While I was sleeping one of my friends posted on Facebook that some Labour Peer has said:
"[Labour] now claiming that no present or future seat crosses county/local government boundaries."
This echoes something that was written yesterday for the Guardian by Lewis Baston:
"The new boundary rules, as I have written at length elsewhere, are likely to produce a complicated and flawed new political map of Britain. The government's insistence on constituencies being a maximum of 5% away from the average size of 76,000 electors means that county boundaries will be crossed, local government wards split between parliamentary constituencies, and seats drawn up in defiance of community identity and sometimes of common sense."
May I draw both of their attentions to the seat where I have lived for most of the past decade and indeed stood as a candidate in both times it has been contested; Linlithgow and East Falkirk.
It does actually reside across two local authority areas, West Lothian and Falkirk Councils, but the multiplicity is worse than that. In Scotland of course we have Scottish constituencies, there was a danger on the first draft of the Scottish Parliamentary Boundaries that there would be three different constituency MSPs to be dealt with. In addition we have members for the regional list, two of which Lothians and Central Scotland already cause a split in Linlithgow and East Falkirk.
There are also two Health Boards (Lothian and Forth Valley), two police forces (Lothian & Borders and Central), the education is administered by Unitary Authority area so again two etc. So the hard working MP has to be sure just where in the constituency a constituent comes from to beware of addressing this matter to the right authority. Sadly the postcode of the constituents address is not going to be a guide. Though by in large the EH postcodes tend towards Edinburgh and Lothians and the FK ones towards Falkirk and Central, what about poor Bo'ness with its EH51 postcode?

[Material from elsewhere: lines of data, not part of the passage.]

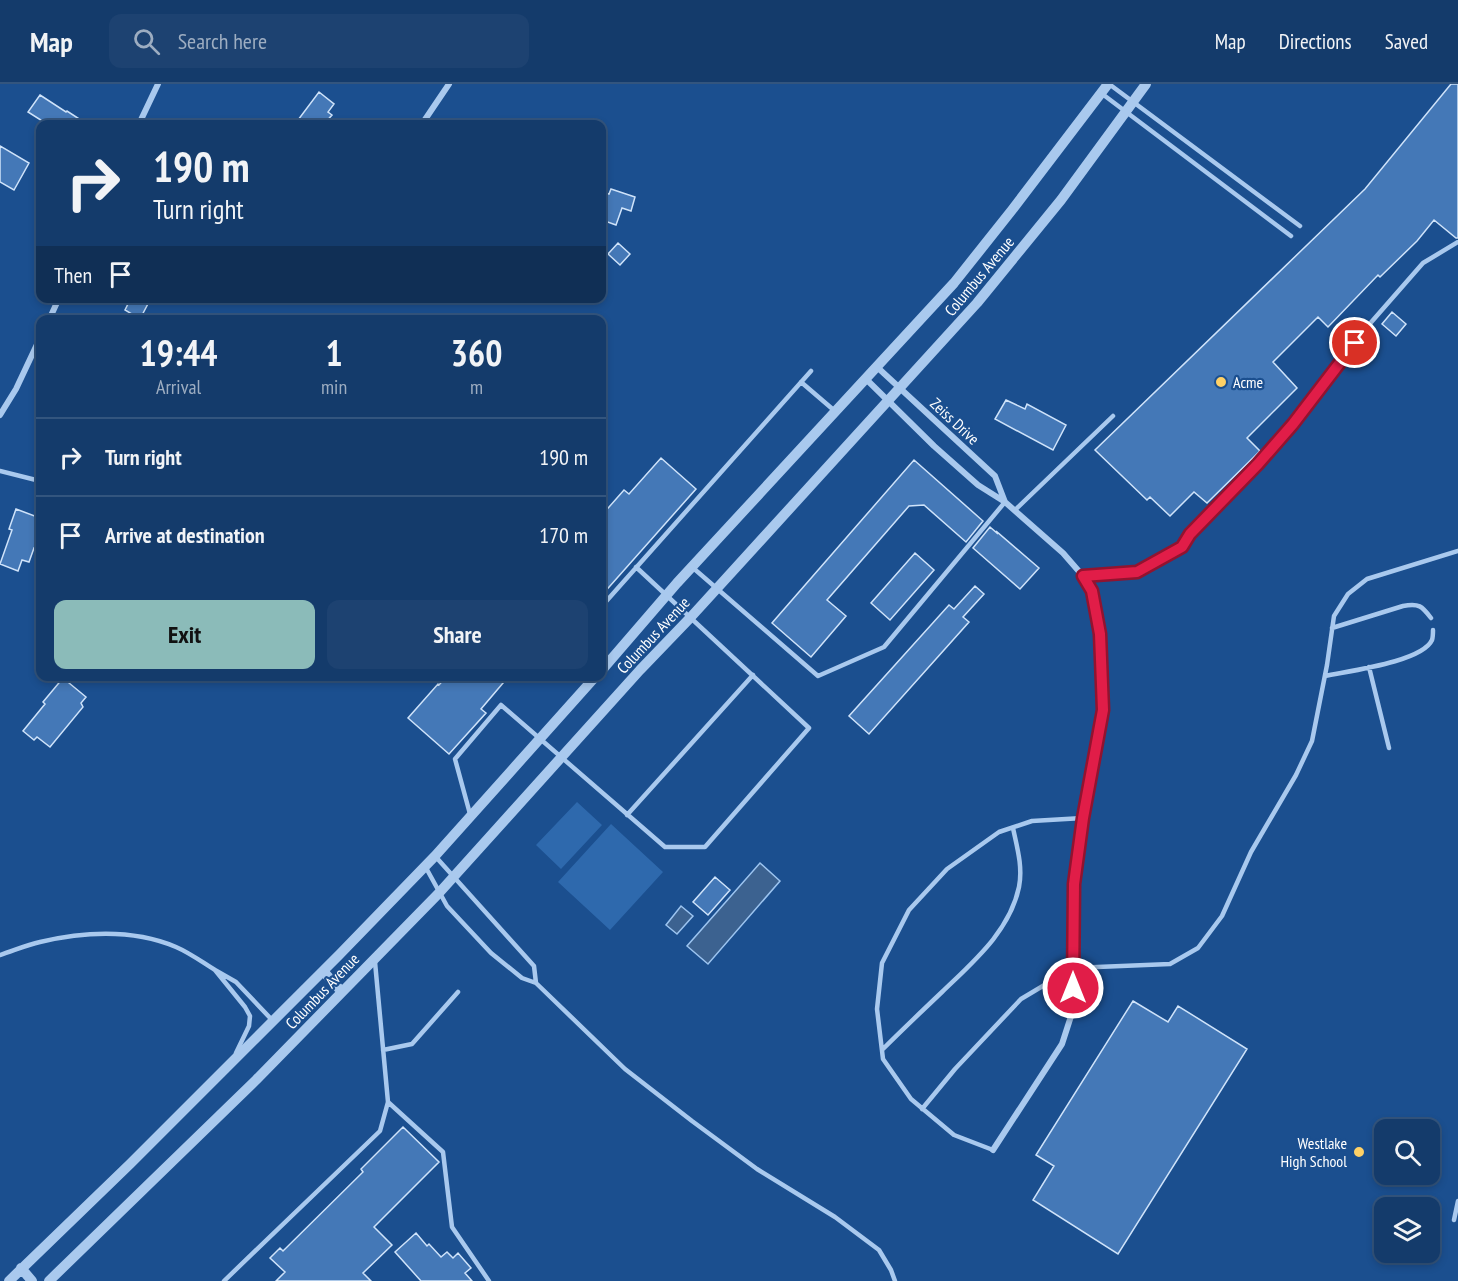 <!DOCTYPE html>
<style>
:root{--surface:#143b6b;--page:#1d4271;--text:#f1f3f6;--muted:#9dadc1;--line:#33557e;--accent:#8bbbb9}
body{margin:0;font-family:"PT Sans Narrow",sans-serif;background:var(--page);color:var(--text);height:100vh;display:flex;flex-direction:column;font-size:22px;white-space:nowrap}
*{box-sizing:border-box;margin:0}
p{font-size:20px;color:var(--muted)}
.icon{flex:none;width:33px;height:33px;fill:none;stroke:currentColor;stroke-width:2;stroke-linecap:round;stroke-linejoin:round}
.map{position:relative;flex:1;overflow:hidden}
.drawer{position:absolute;left:36px;top:231px;width:570px;height:366px;display:flex;flex-direction:column;background:var(--surface);border-radius:12px;box-shadow:0 3px 9px #0003,0 0 0 2px var(--line)}
.drawer>*{flex:none}
.top-card{position:absolute;left:36px;top:36px;width:570px;height:183px;border-radius:12px;box-shadow:0 3px 9px #0003,0 0 0 2px var(--line);background:#143b6b;color:var(--text);overflow:hidden}
.fabs{position:absolute;left:1374px;top:1035px;display:grid;gap:12px}
.fabs a{display:grid;place-items:center;width:66px;height:66px;border-radius:12px;background:var(--surface);box-shadow:0 3px 9px #0003,0 0 0 2px var(--line);font-size:30px}
.pin{position:absolute;display:grid;place-items:center;width:51px;height:51px;color:#fff;margin:-26px;border:3px solid #fff;border-radius:50%;box-shadow:0 2px 6px #0007}
.me{position:absolute;width:66px;margin:-33px;rotate:0deg;stroke-linejoin:round;filter:drop-shadow(0 0 4px #0008)}
.turn{display:flex;align-items:center;gap:21px;height:126px;padding:0 18px;font-size:27px}
.turn .icon{width:78px;height:78px;stroke-width:2.5}
.turn b{display:block;font-size:42px;line-height:51px}
.then{display:flex;align-items:center;height:57px;padding:0 18px;background:#0003;gap:12px;font-size:22px}
.eta{display:flex;justify-content:space-evenly;align-items:center;height:102px;text-align:center}
.eta b{font-size:36px;font-weight:800;line-height:42px}
.primary-button{display:flex;gap:12px;margin-top:auto;padding:12px 18px}
.primary-button a{flex:1;height:69px;border-radius:12px;background:var(--accent);color:#111;font-size:24px;font-weight:800;line-height:69px;text-align:center}
.primary-button a+a{background:var(--page);color:var(--text)}
ul{padding:0;list-style:none}
li{display:flex;align-items:center;gap:18px;height:78px;padding:0 18px;border-top:2px solid var(--line)}
li div{flex:1}
li b{display:block;font-size:22px}
li em{font-style:normal}
header{display:flex;align-items:center;gap:36px;box-sizing:border-box;height:84px;padding:0 30px;background:var(--surface);border-bottom:2px solid var(--line)}
header strong{font-size:28px}
nav{display:flex;gap:33px;margin-inline-start:auto;font-size:21px}
.search{width:420px;height:54px;background:var(--page);display:flex;align-items:center;gap:15px;box-sizing:border-box;padding:0 21px;border-radius:12px;color:var(--muted);font-size:22px}
.map>svg:first-child{display:block}
.green{fill:#2e69ad}
.water{fill:#3c6290;stroke:#9cc4f0;stroke-width:1.5}
.building{fill:#4478b7;stroke:#cfe3fa;stroke-width:1.5}
.lines{fill:none;stroke-linecap:round;stroke-linejoin:round}
.service{stroke:#a9c9ee;stroke-width:4.5}
.minor{stroke:#a9c9ee;stroke-width:6}
.tertiary{stroke:#a9c9ee;stroke-width:10}
.route-casing{stroke:#92132f;stroke-width:15}
.route{stroke:#e11d48;stroke-width:10}
.poi-dot{fill:#ffd166;stroke:#1b4f8f;stroke-width:2}
.labels{text-anchor:middle;dominant-baseline:central;stroke-width:4.5;stroke-linejoin:round;paint-order:stroke}
.street-label{font-size:16px;fill:#fff;stroke:#1b4f8f}
.poi-label{font-size:16px;fill:#fff;stroke:#1b4f8f;text-anchor:start}
</style>
<header>
<strong>Map</strong>
<div class="search"><svg class="icon" aria-label="search" viewBox="0 0 24 24"><circle cx="10" cy="10" r="6"/><path d="M15 15l6 6"/></svg>Search here</div>
<nav><a>Map</a><a>Directions</a><a>Saved</a></nav>
</header>
<div class="map">
<svg width="1458" height="1197" viewBox="0 0 1458 1197">
<rect width="100%" height="100%" fill="#1b4f8f"/>
<path class="green" d="M 577,718 L 602,741 L 561,785 L 536,761 Z
M 611,740 L 663,788 L 610,846 L 558,798 Z"/>
<path class="water" d="M 760,779 L 780,797 L 708,880 L 687,862 Z
M 681,822 L 693,832 L 677,850 L 666,841 Z"/>
<path class="building" d="M 1451,0 L 1458,0 L 1458,154 L 1456,154 L 1434,136 L 1417,157 L 1380,193 L 1378,191 L 1328,243 L 1318,233 L 1273,278 L 1297,304 L 1247,354 L 1260,367 L 1207,419 L 1194,408 L 1170,432 L 1150,413 L 1147,416 L 1095,366 L 1365,105 Z
M 319,8 L 334,20 L 328,28 L 332,31 L 324,40 L 295,40 Z
M 40,11 L 66,28 L 67,27 L 87,40 L 47,40 L 28,28 Z
M 0,62 L 29,79 L 14,106 L 0,98 Z
M 611,105 L 635,113 L 631,127 L 622,124 L 616,141 L 602,136 L 602,108 L 609,110 Z
M 618,159 L 630,170 L 620,181 L 608,170 Z
M 131,214 L 151,214 L 140,235 L 125,226 Z
M 1392,228 L 1406,240 L 1396,252 L 1382,240 Z
M 1006,316 L 1025,325 L 1027,320 L 1066,341 L 1053,366 L 995,335 Z
M 661,374 L 696,405 L 602,511 L 602,431 L 624,406 L 629,410 Z
M 914,376 L 983,437 L 966,458 L 924,421 L 909,422 L 827,516 L 846,532 L 811,573 L 772,539 Z
M 16,425 L 40,434 L 40,466 L 34,464 L 29,478 L 22,476 L 18,487 L 0,480 L 12,446 L 9,445 Z
M 990,443 L 997,449 L 997,448 L 1039,484 L 1020,505 L 973,464 Z
M 915,469 L 934,486 L 890,536 L 871,519 Z
M 975,502 L 984,510 L 963,533 L 969,538 L 869,650 L 849,632 L 949,521 L 954,525 Z
M 447,592 L 509,592 L 481,625 L 486,629 L 449,670 L 408,634 L 438,600 L 439,601 Z
M 63,594 L 86,613 L 81,619 L 83,623 L 50,663 L 37,653 L 34,656 L 23,647 L 45,620 L 43,618 Z
M 715,793 L 730,806 L 708,831 L 693,818 Z
M 1133,917 L 1168,938 L 1178,922 L 1247,965 L 1118,1170 L 1033,1116 L 1054,1082 L 1036,1071 Z
M 403,1043 L 439,1078 L 374,1143 L 392,1161 L 363,1189 L 371,1197 L 276,1197 L 285,1188 L 270,1174 L 280,1164 L 283,1167 L 363,1088 L 361,1085 Z
M 416,1149 L 427,1162 L 429,1160 L 441,1173 L 447,1168 L 453,1174 L 458,1169 L 471,1184 L 465,1189 L 472,1197 L 421,1197 L 395,1168 Z"/>
<g class="lines">
<path class="service" d="M 1109,0 L 1300,142
M 1101,9 L 1291,152
M 801,298 L 836,328
M 0,387 L 40,397
M 1015,426 L 1113,332
M 692,483 L 818,592 L 884,563 L 1005,418
M 1083,492 L 1137,487 L 1182,463 L 1190,450 L 1258,380 L 1293,340 L 1367,243 L 1423,179 L 1458,158
M 602,522 L 811,287
M 1332,544 L 1403,522 C 1419,519 1422,522 1431,534
M 1369,583 L 1389,664
M 1325,592 C 1348,587 1422,578 1432,556 C 1433,553 1433,550 1433,546
M 470,730 L 455,675 L 501,621 L 665,763 L 705,763 L 809,644 L 636,483
M 627,731 L 753,591
M 435,772 L 534,882 L 536,899
M 425,782 L 447,822 L 491,869 L 522,894 L 536,899 L 625,985 L 692,1037 L 757,1085 L 835,1133 L 879,1166 L 891,1186 L 895,1197
M 0,871 C 13,867 26,861 40,858 C 83,848 133,845 176,863 C 190,869 202,878 215,886
M 383,966 L 412,960 L 458,908
M 882,966 C 902,946 922,927 942,908 C 973,878 1010,847 1019,803 C 1023,783 1017,763 1013,744
M 236,969 L 249,942 L 250,932 L 245,923 L 215,886 L 236,898 L 273,937
M 388,1018 L 443,1068 L 452,1143 L 489,1197
M 922,1025 L 955,985 L 1021,915 L 1073,884 L 1170,880 L 1198,864 L 1222,832 L 1251,768 L 1296,691 L 1312,657 L 1327,581 L 1334,532 L 1348,510 L 1367,495 L 1458,467
M 993,1066 L 954,1051 L 911,1015 L 883,975 L 877,925 L 882,879 L 909,826 L 947,785 L 999,748 L 1032,737 L 1083,734
M 1454,1136 L 1458,1117
M 224,1197 L 380,1047 L 388,1018 L 375,878"/>
<path class="minor" d="M 139,40 L 158,0
M 422,40 L 449,0
M 49,236 L 59,214
M 866,295 L 934,362 L 978,401 L 1005,418 L 995,392 L 877,283
M 0,331 L 16,305 L 40,254
M 993,1066 L 1062,960 L 1073,926 L 1074,800 L 1083,734 L 1103,626 L 1100,550 L 1092,507 L 1083,492 L 1063,469 L 1005,418"/>
<path class="tertiary" d="M 602,586 L 677,499 L 954,199 L 1012,126 L 1108,0
M 323,887 L 342,908
M 21,1184 L 32,1197
M 9,1197 L 130,1080 L 339,871 L 435,772 L 596,592
M 49,1197 L 256,996 L 439,809 L 640,586 L 690,534 L 977,219 L 1061,116 L 1146,0"/>
</g>
<g class="lines">
<defs>
<path id="route" d="M 1073,904 L 1074,800 L 1083,734 L 1103,626 L 1100,550 L 1092,507 L 1083,492 L 1137,488 L 1182,463 L 1190,450 L 1258,380 L 1293,340 L 1355,259"/>
</defs>
<use href="#route" class="route-casing"/>
<use href="#route" class="route"/>
</g>
<g class="poi-dot">
<circle cx="1221" cy="298" r="6"/>
<circle cx="1359" cy="1068" r="6"/>
</g>
<g class="labels">
<g class="street-label">
<text transform="translate(979 192) rotate(-50)">Columbus Avenue</text>
<text transform="translate(955 337) rotate(43)">Zeiss Drive</text>
<text transform="translate(653 551) rotate(-47)">Columbus Avenue</text>
<text transform="translate(322 907) rotate(-46)">Columbus Avenue</text>
</g>
<g class="poi-label">
<text x="1233" y="298">Acme</text>
<text x="1347" y="1059" text-anchor="end">Westlake<tspan x="1347" dy="18">High School</tspan></text>
</g>
</g>
</svg>
<div class="fabs">
<a><svg class="icon" aria-label="search" viewBox="0 0 24 24"><circle cx="10" cy="10" r="6"/><path d="M15 15l6 6"/></svg></a>
<a><svg class="icon" aria-label="layers" viewBox="0 0 24 24"><path d="M12 4l9 5-9 5-9-5zM3 14l9 5 9-5"/></svg></a>
</div>
<div class="pin" style="left:1355px;top:259px;background:#d93025"><svg class="icon" aria-label="arrive" viewBox="0 0 24 24"><path d="M6 21V4h12l-3 4 3 4H6"/></svg></div>
<svg class="me" style="left:1073px;top:904px" viewBox="-20 -20 40 40"><circle r="17" fill="#e11d48" stroke="#fff" stroke-width="3"/><path d="M0-11L8 9 0 5-8 9z" fill="#fff"/></svg>
<div class="top-card">
<div class="turn"><svg class="icon" aria-label="right" viewBox="0 0 24 24"><path d="M7 20v-9h11M14 6l5 5-5 5"/></svg><div><b>190 m</b>Turn right</div></div>
<div class="then">Then<svg class="icon" aria-label="arrive" viewBox="0 0 24 24"><path d="M6 21V4h12l-3 4 3 4H6"/></svg></div>
</div>
<section class="drawer">
<div class="eta">
<div><b>19:44</b><p>Arrival</p></div>
<div><b>1</b><p>min</p></div>
<div><b>360</b><p>m</p></div>
</div>
<ul>
<li><svg class="icon" aria-label="right" viewBox="0 0 24 24"><path d="M7 20v-9h11M14 6l5 5-5 5"/></svg><div><b>Turn right</b></div><em>190 m</em></li>
<li><svg class="icon" aria-label="arrive" viewBox="0 0 24 24"><path d="M6 21V4h12l-3 4 3 4H6"/></svg><div><b>Arrive at destination</b></div><em>170 m</em></li>
</ul>
<div class="primary-button"><a>Exit</a><a>Share</a></div>
</section>
</div>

Of course the fact that such confusion affects one of their own MPs fails to impress their Labour Lordships and Ladyships, as does the fact that this boundary review was carried out as part of Labour legislation. But it does seem to have interested them no end in the wee small hours as a reason to take up time to delay the 'Parliamentary Voting System and Constituencies Bill'.
If this is one erroneous argument being used by them that I have picked up in a cursory glance heavens knows how much else I might find if I actually look, that is merely time wasting and filibustering.